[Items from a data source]
★ ★ ★ ★ ★
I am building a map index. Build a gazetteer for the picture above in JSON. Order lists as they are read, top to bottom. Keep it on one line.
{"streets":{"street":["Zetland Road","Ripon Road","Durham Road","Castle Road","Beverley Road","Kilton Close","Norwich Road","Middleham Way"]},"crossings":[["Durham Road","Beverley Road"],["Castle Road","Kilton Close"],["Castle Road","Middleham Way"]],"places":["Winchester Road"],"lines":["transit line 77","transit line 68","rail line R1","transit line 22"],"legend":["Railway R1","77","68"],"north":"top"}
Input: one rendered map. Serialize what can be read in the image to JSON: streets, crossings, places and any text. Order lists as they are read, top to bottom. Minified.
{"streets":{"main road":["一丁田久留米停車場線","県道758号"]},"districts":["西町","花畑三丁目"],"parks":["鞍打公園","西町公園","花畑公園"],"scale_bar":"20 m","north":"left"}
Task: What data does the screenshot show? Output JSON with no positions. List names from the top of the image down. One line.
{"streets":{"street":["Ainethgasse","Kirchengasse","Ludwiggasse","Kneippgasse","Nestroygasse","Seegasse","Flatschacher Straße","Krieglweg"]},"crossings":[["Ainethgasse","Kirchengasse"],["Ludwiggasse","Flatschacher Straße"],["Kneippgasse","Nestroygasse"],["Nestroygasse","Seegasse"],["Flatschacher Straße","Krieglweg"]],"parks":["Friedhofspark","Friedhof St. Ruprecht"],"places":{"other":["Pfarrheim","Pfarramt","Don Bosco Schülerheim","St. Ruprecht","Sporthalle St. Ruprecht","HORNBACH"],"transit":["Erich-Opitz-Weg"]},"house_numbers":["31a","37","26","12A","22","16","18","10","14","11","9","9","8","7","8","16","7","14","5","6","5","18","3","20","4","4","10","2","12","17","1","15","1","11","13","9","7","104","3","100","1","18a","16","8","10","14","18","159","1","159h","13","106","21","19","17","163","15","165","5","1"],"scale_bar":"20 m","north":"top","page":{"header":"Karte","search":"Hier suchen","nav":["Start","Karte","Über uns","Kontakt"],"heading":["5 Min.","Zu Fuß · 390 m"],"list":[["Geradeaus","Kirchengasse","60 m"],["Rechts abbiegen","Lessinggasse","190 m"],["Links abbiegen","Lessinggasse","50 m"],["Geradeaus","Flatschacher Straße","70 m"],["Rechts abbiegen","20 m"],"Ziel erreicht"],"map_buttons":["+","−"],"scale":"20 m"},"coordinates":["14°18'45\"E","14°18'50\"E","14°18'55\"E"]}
★ ★ ★ ★ ★
## About this task:
When you answer, repeat every record exactly, omitting nothing.

## Completed task:
I am building a map index. Build a gazetteer for the picture above in JSON. Order lists as they are read, top to bottom. Keep it on one line.
{"streets":{"street":["Zetland Road","Ripon Road","Durham Road","Castle Road","Beverley Road","Kilton Close","Norwich Road","Middleham Way"]},"crossings":[["Durham Road","Beverley Road"],["Castle Road","Kilton Close"],["Castle Road","Middleham Way"]],"places":["Winchester Road"],"lines":["transit line 77","transit line 68","rail line R1","transit line 22"],"legend":["Railway R1","77","68"],"north":"top"}
Input: one rendered map. Serialize what can be read in the image to JSON: streets, crossings, places and any text. Order lists as they are read, top to bottom. Minified.
{"streets":{"main road":["一丁田久留米停車場線","県道758号"]},"districts":["西町","花畑三丁目"],"parks":["鞍打公園","西町公園","花畑公園"],"scale_bar":"20 m","north":"left"}
Task: What data does the screenshot show? Output JSON with no positions. List names from the top of the image down. One line.
{"streets":{"street":["Ainethgasse","Kirchengasse","Ludwiggasse","Kneippgasse","Nestroygasse","Seegasse","Flatschacher Straße","Krieglweg"]},"crossings":[["Ainethgasse","Kirchengasse"],["Ludwiggasse","Flatschacher Straße"],["Kneippgasse","Nestroygasse"],["Nestroygasse","Seegasse"],["Flatschacher Straße","Krieglweg"]],"parks":["Friedhofspark","Friedhof St. Ruprecht"],"places":{"other":["Pfarrheim","Pfarramt","Don Bosco Schülerheim","St. Ruprecht","Sporthalle St. Ruprecht","HORNBACH"],"transit":["Erich-Opitz-Weg"]},"house_numbers":["31a","37","26","12A","22","16","18","10","14","11","9","9","8","7","8","16","7","14","5","6","5","18","3","20","4","4","10","2","12","17","1","15","1","11","13","9","7","104","3","100","1","18a","16","8","10","14","18","159","1","159h","13","106","21","19","17","163","15","165","5","1"],"scale_bar":"20 m","north":"top","page":{"header":"Karte","search":"Hier suchen","nav":["Start","Karte","Über uns","Kontakt"],"heading":["5 Min.","Zu Fuß · 390 m"],"list":[["Geradeaus","Kirchengasse","60 m"],["Rechts abbiegen","Lessinggasse","190 m"],["Links abbiegen","Lessinggasse","50 m"],["Geradeaus","Flatschacher Straße","70 m"],["Rechts abbiegen","20 m"],"Ziel erreicht"],"map_buttons":["+","−"],"scale":"20 m"},"coordinates":["14°18'45\"E","14°18'50\"E","14°18'55\"E"]}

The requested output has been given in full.